In 1964 HQ Intelligence Corps (Far East Land Forces) formed 2 Intelligence Company to administer the Field Intelligence Officers. Corporal Mobbs, on his second tour, took over Batu Lintang, the site of the Japanese prison camp, from another corporal and joined the trend of troops collecting wild animals by obtaining a hornbill. Since the town was the trading focus of eight Indonesian longhouses, Mobbs and the corporal set up the ‘Field Immigration Office’ and instructed that traders must register with them, during which they were debriefed on military activity south of the border on the basis of ‘No talk – no trade’. A conscripted Indonesian art teacher captured by the Gurkhas lived with them and spent several months sketching Indonesian uniforms and badges. A female singer, who had one brother who was the Pontianak Police Chief and another who was an Army commander opposite Batu Lintang, was strongly suspected of supplying information to the Indonesians. Mobbs supplied her with a Box Brownie camera that he bought in the market to take photos when she crossed the border and convinced her to arrange a meeting with her Army brother. His suspicions about her were confirmed in mid-June 1964 when a 2/2nd Gurkha patrol, searching thirteen Indonesians ambushed near Empedi longhouse, found a sketch of Batu Lintang and mention of ‘three tanks’ (in fact Saracen Armoured Personnel Carriers) drawn by the singer. Several new Instamatic cameras sent from Singapore were rejected by most Field Intelligence Officers because they were unobtainable in the markets.

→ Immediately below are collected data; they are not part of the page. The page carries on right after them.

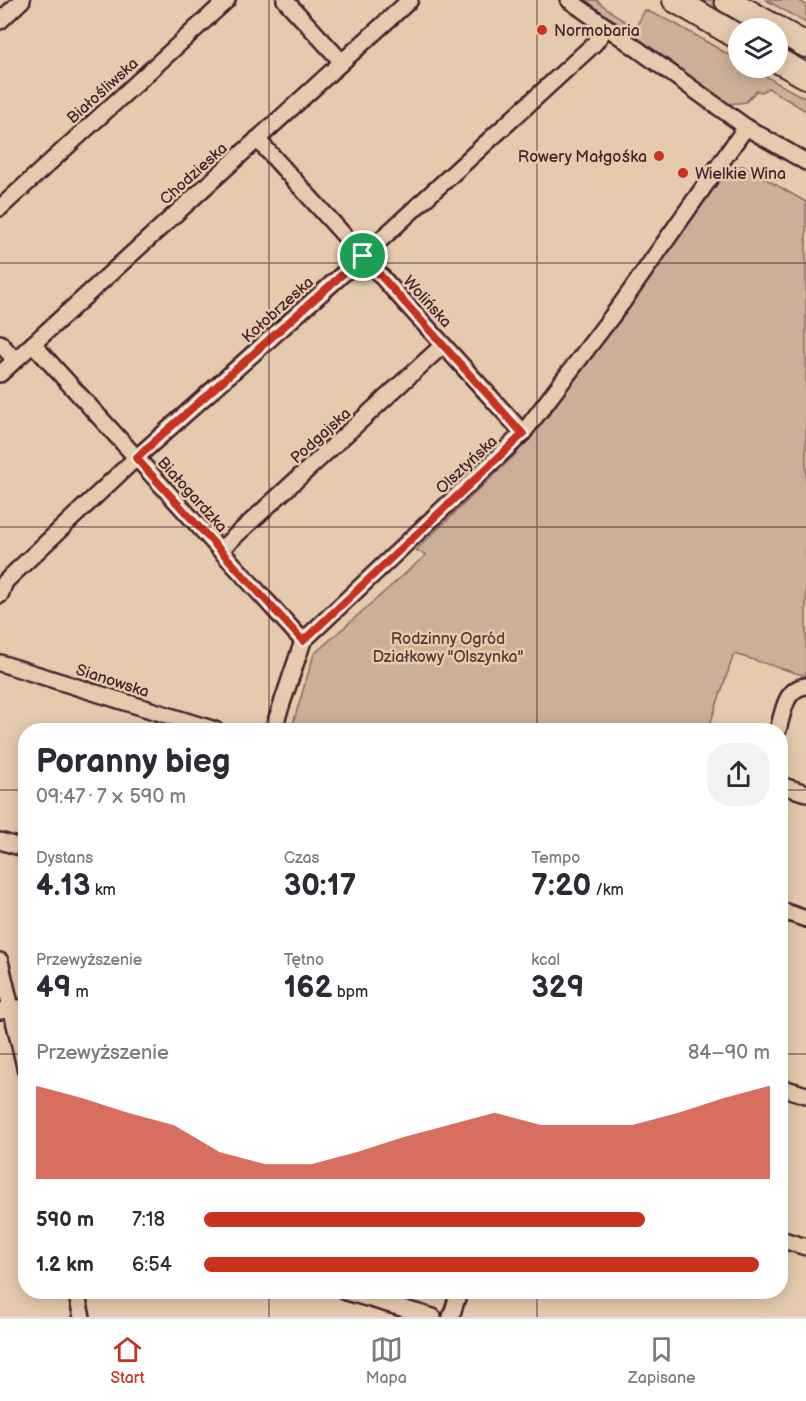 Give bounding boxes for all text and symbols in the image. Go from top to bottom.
map controls [728,18,788,78]
button: layers [728,18,788,78]
place label: Normobaria [554,22,640,41]
marker: Normobaria [535,23,549,37]
street label: Białośliwska [63,54,143,128]
street label: Chodzieska [156,139,232,209]
place label: Rowery Małgośka [518,148,647,167]
marker: Rowery Małgośka [652,149,666,163]
place label: Wielkie Wina [695,165,786,184]
marker: Wielkie Wina [676,166,690,180]
pin [337,230,388,281]
icon: arrive [346,239,379,272]
street label: Wolińska [399,272,455,332]
street label: Kołobrzeska [238,273,318,347]
street label: Podgajska [287,404,355,468]
street label: Olsztyńska [432,432,502,498]
street label: Białogardzka [153,453,231,537]
park label: Rodzinny Ogród Działkowy "Olszynka" [372,630,524,667]
street label: Sianowska [74,661,152,702]
text: Poranny bieg [36,742,230,782]
button: share [707,743,770,806]
text: 09:47 · 7 × 590 m [36,785,186,809]
text: Dystans [36,849,93,868]
text: Czas [284,849,319,868]
text: Tempo [531,849,580,868]
text: 4.13 [36,868,90,904]
text: 30:17 [284,868,356,904]
text: 7:20 [531,868,591,904]
text: km [90,881,116,900]
text: /km [591,881,624,900]
text: Przewyższenie [36,951,142,970]
text: Tętno [284,951,324,970]
text: kcal [531,951,560,970]
text: 49 [36,970,71,1006]
text: 162 [284,970,332,1006]
text: 329 [531,970,584,1006]
text: m [71,983,89,1002]
text: bpm [332,983,368,1002]
text: Przewyższenie [36,1041,169,1065]
text: 84–90 m [688,1041,770,1065]
text: 590 m [36,1208,94,1232]
text: 7:18 [132,1208,165,1232]
text: 1.2 km [36,1253,94,1277]
text: 6:54 [132,1253,172,1277]
tab: Start [111,1333,145,1388]
tab: Mapa [366,1333,407,1388]
tab: Zapisane [628,1333,695,1388] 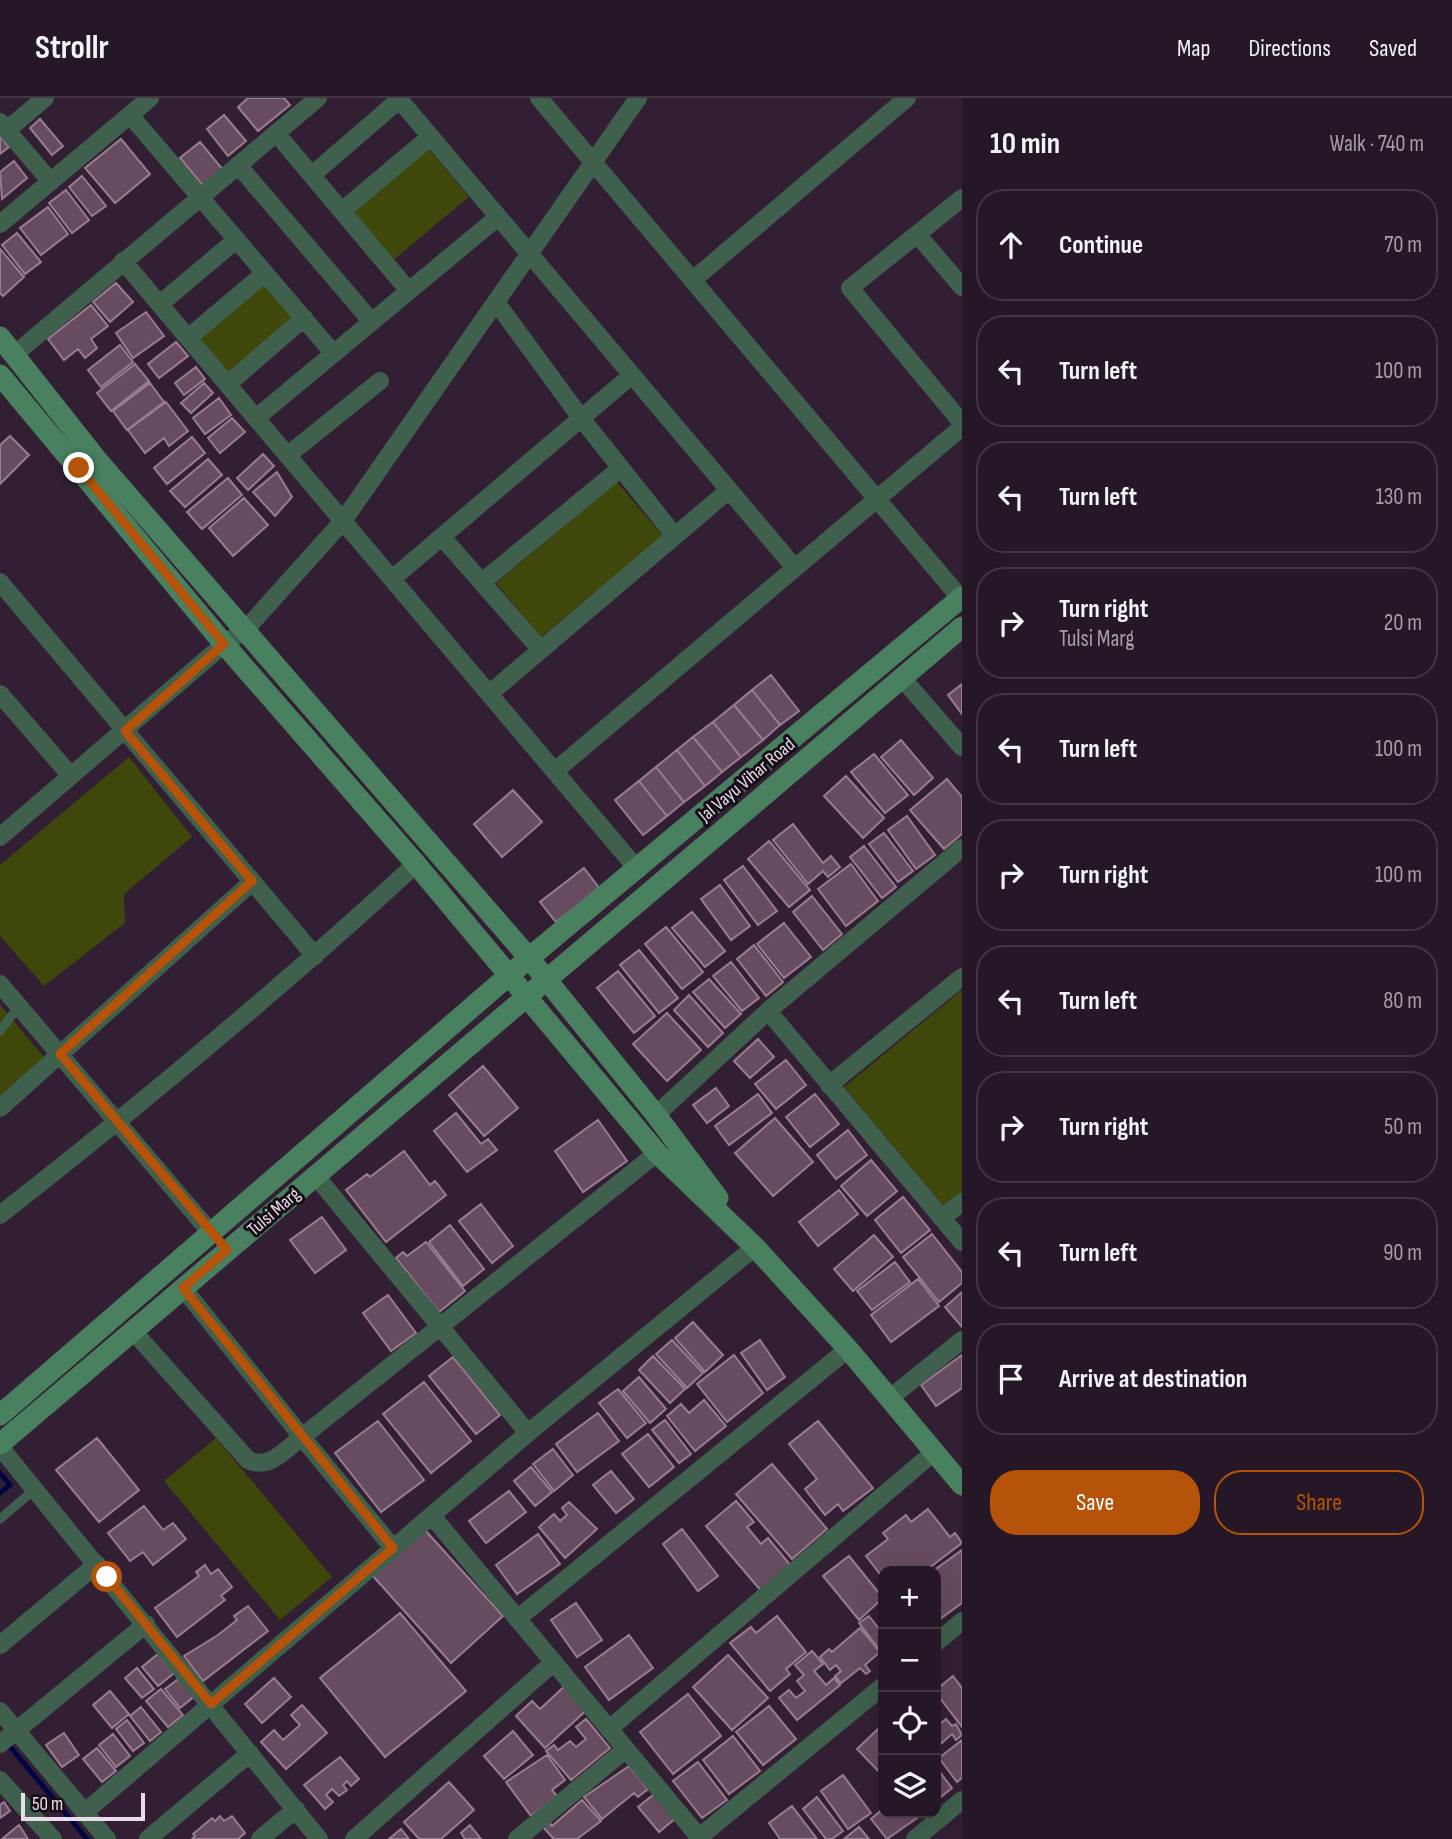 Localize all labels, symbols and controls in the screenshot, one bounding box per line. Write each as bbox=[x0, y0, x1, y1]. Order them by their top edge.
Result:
text: Strollr bbox=[35, 28, 109, 68]
text: Map bbox=[1177, 34, 1210, 63]
text: Directions bbox=[1248, 34, 1331, 63]
text: Saved bbox=[1369, 34, 1417, 63]
text: 10 min bbox=[990, 126, 1060, 162]
text: Walk · 740 m bbox=[1330, 130, 1424, 158]
icon: ahead bbox=[992, 226, 1030, 264]
text: Continue bbox=[1059, 230, 1143, 261]
text: 70 m bbox=[1384, 231, 1422, 259]
icon: left bbox=[992, 352, 1030, 390]
text: Turn left bbox=[1059, 356, 1137, 387]
text: 100 m bbox=[1375, 357, 1422, 385]
route end bbox=[63, 452, 94, 483]
icon: left bbox=[992, 478, 1030, 516]
text: Turn left bbox=[1059, 482, 1137, 513]
text: 130 m bbox=[1376, 483, 1422, 511]
text: Turn right bbox=[1059, 594, 1148, 625]
icon: right bbox=[992, 604, 1030, 642]
text: 20 m bbox=[1384, 609, 1422, 637]
text: Tulsi Marg bbox=[1059, 625, 1134, 653]
icon: left bbox=[992, 730, 1030, 768]
street label: Jal Vayu Vihar Road bbox=[693, 733, 800, 828]
text: Turn left bbox=[1059, 734, 1137, 765]
text: 100 m bbox=[1375, 735, 1422, 763]
icon: right bbox=[992, 856, 1030, 894]
text: Turn right bbox=[1059, 860, 1148, 891]
text: 100 m bbox=[1375, 861, 1422, 889]
icon: left bbox=[992, 982, 1030, 1020]
text: Turn left bbox=[1059, 986, 1137, 1017]
text: 80 m bbox=[1383, 987, 1422, 1015]
icon: right bbox=[992, 1108, 1030, 1146]
text: Turn right bbox=[1059, 1112, 1148, 1143]
text: 50 m bbox=[1384, 1113, 1422, 1141]
street label: Tulsi Marg bbox=[243, 1183, 305, 1241]
icon: left bbox=[992, 1234, 1030, 1272]
text: Turn left bbox=[1059, 1238, 1137, 1269]
text: 90 m bbox=[1383, 1239, 1422, 1267]
icon: arrive bbox=[992, 1360, 1030, 1398]
text: Arrive at destination bbox=[1059, 1364, 1247, 1395]
button: Save bbox=[990, 1470, 1200, 1535]
button: Share bbox=[1214, 1470, 1424, 1535]
route start bbox=[91, 1561, 122, 1592]
map controls bbox=[878, 1566, 941, 1818]
button: + bbox=[878, 1566, 941, 1629]
button: − bbox=[878, 1629, 941, 1692]
button: locate bbox=[878, 1692, 941, 1755]
button: layers bbox=[878, 1755, 941, 1818]
scale bar bbox=[21, 1790, 145, 1822]
text: 50 m bbox=[32, 1793, 63, 1816] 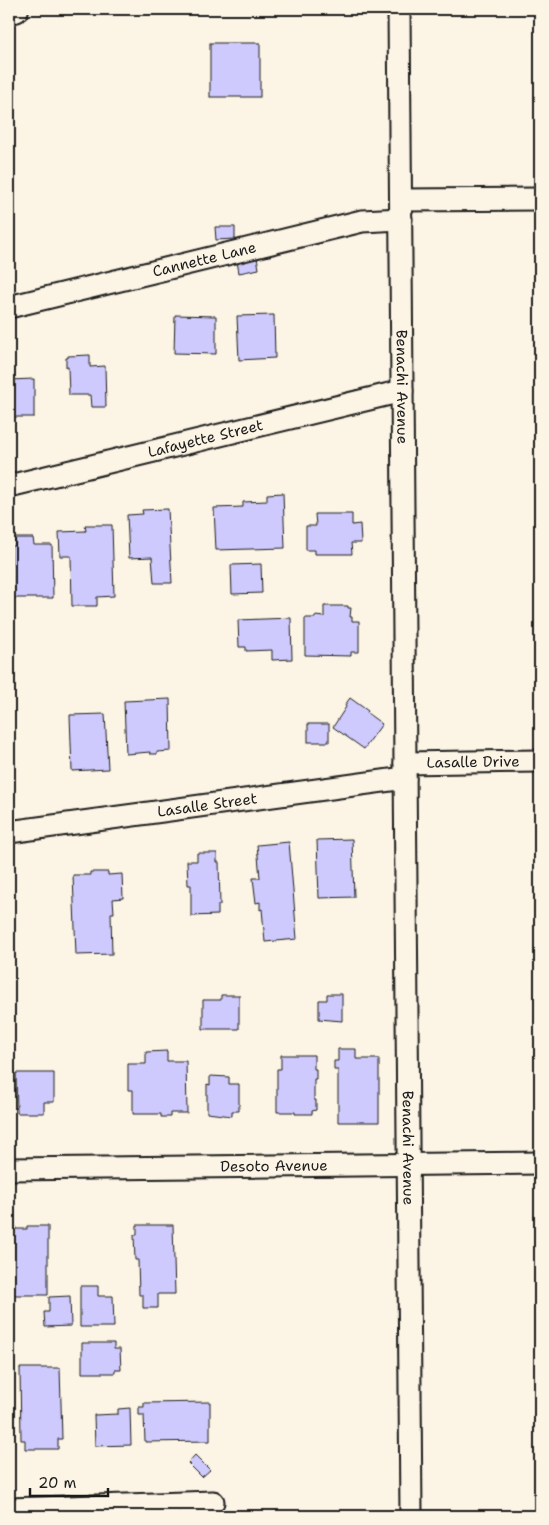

In spite of the importance of ‘hearts and minds’ was crucial; however, the demeanour of some Malaysian soldiers was counter-productive. When a battalion in Batu Lintang relocated several border longhouses, Mobbs mediated with an angry delegation claiming that the soldiers had stolen blowpipes, knives and baskets. In another incident, a corporal arranged for a helicopter to fly a woman with labour complications from a longhouse to Simanggang Hospital; however, mother and baby died. The corporal knew her longhouse would not believe both were dead until they returned home but when the RAF were unable to help, Mobbs and the corporal helped pay for a boat and decided, in future, to let nature take its course.

Corporal David Kitching arrived as Field Intelligence Officer Sarikei in December 1964 and, while investigating local Chinese communists, photographed documents discreetly removed from the subversive Sarawak Advanced Youth Organisation offices. When a trusted trader mentioned the People’s National Commando of Sarawak, Kitching debriefed four members persuaded to cross the border and then met their leader, who confirmed that while their philosophy was to subvert Dayaks, most of his members were Catholic and unarmed. When President Sukarno’s promise to crush Malaysia by the time the cock crowed on 1 January 1965 looked decidedly precarious, attacks on 2 Parachute Battalion at Plaman Mapu and the 18th Milestone Police Station in mid-1965 led to Operation Claret patrols penetrating up to 10,000 yards in a period usually known as the Battle of the Rivers. One operation penetrated to 20,000 yards. In September, the Indonesian Army reacted to an attempted Indonesian Communist Party coup d’etat by overthrowing Sukarno. As hostilities de-escalated, Kitching received several letters from the paramilitary police 203 Battalion, Mobile Brigade company commander, who had recently been deployed to Aruk. But when there was a major incident, Kitching responded with a sharp letter and a bullet-ridden Indonesian army jacket, warning that any incursions would be dealt with firmly. Eventually, he met several officers in a jungle clearing astride the border and struck up a profitable relationship with an inspector and his sergeant. The last act of Confrontation was the capture of Lieutenant Sumbi in Brunei in September 1966 after he had been tracked for a month through jungle sodden by monsoon rains.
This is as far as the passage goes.